Survival curves - categorization vs continuous in cox model

Hey there,
I have very fresh data from my research project, where I have encountered a very exciting phenomenon.
In the following, I have plotted the survival curves (Kaplan-Meier curves), dividing my target variable values into tertiles.

As you can easily see, the effect in the top tertile is visible compared to the two other tertiles, while the bottom and middle tertiles do not differ that much.

If I now calculate a multivariable Cox regression and use my target variable as continuous, I get no visible (or stat. significant) effect. I hope I am right when I explain this by the fact that there are no differences in the lower and middle tertile and therefore there is no effect in one direction.
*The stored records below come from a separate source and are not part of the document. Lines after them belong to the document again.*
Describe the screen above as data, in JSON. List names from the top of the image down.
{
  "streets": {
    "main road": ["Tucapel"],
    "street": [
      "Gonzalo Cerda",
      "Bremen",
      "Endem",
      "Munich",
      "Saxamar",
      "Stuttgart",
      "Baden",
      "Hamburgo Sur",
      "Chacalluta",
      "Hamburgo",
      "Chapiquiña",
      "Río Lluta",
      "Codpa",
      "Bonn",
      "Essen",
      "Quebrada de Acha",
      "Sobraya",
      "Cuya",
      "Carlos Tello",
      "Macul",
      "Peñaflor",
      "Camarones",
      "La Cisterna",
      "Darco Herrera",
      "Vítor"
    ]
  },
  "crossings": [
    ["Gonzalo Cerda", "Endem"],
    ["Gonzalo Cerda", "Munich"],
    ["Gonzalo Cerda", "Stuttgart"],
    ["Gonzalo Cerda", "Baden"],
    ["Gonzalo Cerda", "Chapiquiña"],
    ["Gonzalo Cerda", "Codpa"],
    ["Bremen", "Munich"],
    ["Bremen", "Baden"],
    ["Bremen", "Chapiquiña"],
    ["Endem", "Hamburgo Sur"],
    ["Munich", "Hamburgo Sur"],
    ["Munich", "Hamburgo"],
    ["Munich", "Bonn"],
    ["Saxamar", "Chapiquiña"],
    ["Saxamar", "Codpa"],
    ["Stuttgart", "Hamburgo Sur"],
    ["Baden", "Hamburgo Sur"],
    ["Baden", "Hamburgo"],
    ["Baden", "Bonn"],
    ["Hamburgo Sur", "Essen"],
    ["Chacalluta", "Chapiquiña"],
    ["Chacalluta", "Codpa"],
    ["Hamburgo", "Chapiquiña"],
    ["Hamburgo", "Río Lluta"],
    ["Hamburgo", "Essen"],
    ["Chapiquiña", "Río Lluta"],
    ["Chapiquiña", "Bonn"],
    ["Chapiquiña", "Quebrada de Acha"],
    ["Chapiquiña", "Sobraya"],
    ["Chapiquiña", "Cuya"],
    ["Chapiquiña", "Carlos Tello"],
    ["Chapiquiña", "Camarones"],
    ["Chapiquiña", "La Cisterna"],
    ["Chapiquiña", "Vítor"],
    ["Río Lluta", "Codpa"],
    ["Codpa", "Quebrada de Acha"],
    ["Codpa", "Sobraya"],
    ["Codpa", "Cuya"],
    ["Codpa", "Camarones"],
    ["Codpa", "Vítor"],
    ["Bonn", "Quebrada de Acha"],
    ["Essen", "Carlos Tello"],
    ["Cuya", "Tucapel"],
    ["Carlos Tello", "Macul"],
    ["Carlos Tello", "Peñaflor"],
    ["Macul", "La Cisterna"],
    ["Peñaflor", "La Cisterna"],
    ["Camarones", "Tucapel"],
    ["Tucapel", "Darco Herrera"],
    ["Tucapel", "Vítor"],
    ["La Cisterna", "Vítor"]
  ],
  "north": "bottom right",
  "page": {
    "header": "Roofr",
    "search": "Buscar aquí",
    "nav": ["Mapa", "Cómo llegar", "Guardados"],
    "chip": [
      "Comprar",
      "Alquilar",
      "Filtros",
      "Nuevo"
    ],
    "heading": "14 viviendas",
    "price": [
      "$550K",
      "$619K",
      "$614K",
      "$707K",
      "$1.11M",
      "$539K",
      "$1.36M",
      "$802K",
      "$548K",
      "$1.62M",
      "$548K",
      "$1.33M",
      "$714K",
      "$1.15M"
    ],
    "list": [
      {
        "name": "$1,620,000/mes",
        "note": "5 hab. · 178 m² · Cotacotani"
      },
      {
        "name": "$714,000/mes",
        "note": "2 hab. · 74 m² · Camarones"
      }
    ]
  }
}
Now I have thought about including my target variable as a categorized-tertile-variable in the multivariable Cox model. This way I would see exactly the effect of the survival curves.

BUT so far my guiding principle, which I have read extremely often, has been that you should partouly not categorize continuous variables.

So what can I do here alternatively to prove the effect not only by showing survival curves?
Or am I mistaken here and the effect may well not be “detectable”? (my event number should actually be enough)

Many thanks already for any help and support.

Did your Cox regression allow for nonlinearity in your continuous predictor of interest?

1 Like

At the moment I just added the predictor of interest (PI) as log(PI) cause of hardly skewed distribution. Nothing more. So you think of modelling with spline or something? (I don’t have any experience until yet with it, just read about it in F. Harrell’s Book)

Yes you need to relax the linearity assumption.

Tertiles are demographic ideas and not biologic or physiologic. Once you have stratified by tertiles it is hard to unsee the graph. It should have never been drawn. It is misleading, arbitrary, and unreliable.


Thanks for your help! After using splines, I now ended up with a quadratic term which fits very good and yields to good model fitting results.

How did you arrive at a quadratic term? Did you start witih a (seldom used) quadratic spline?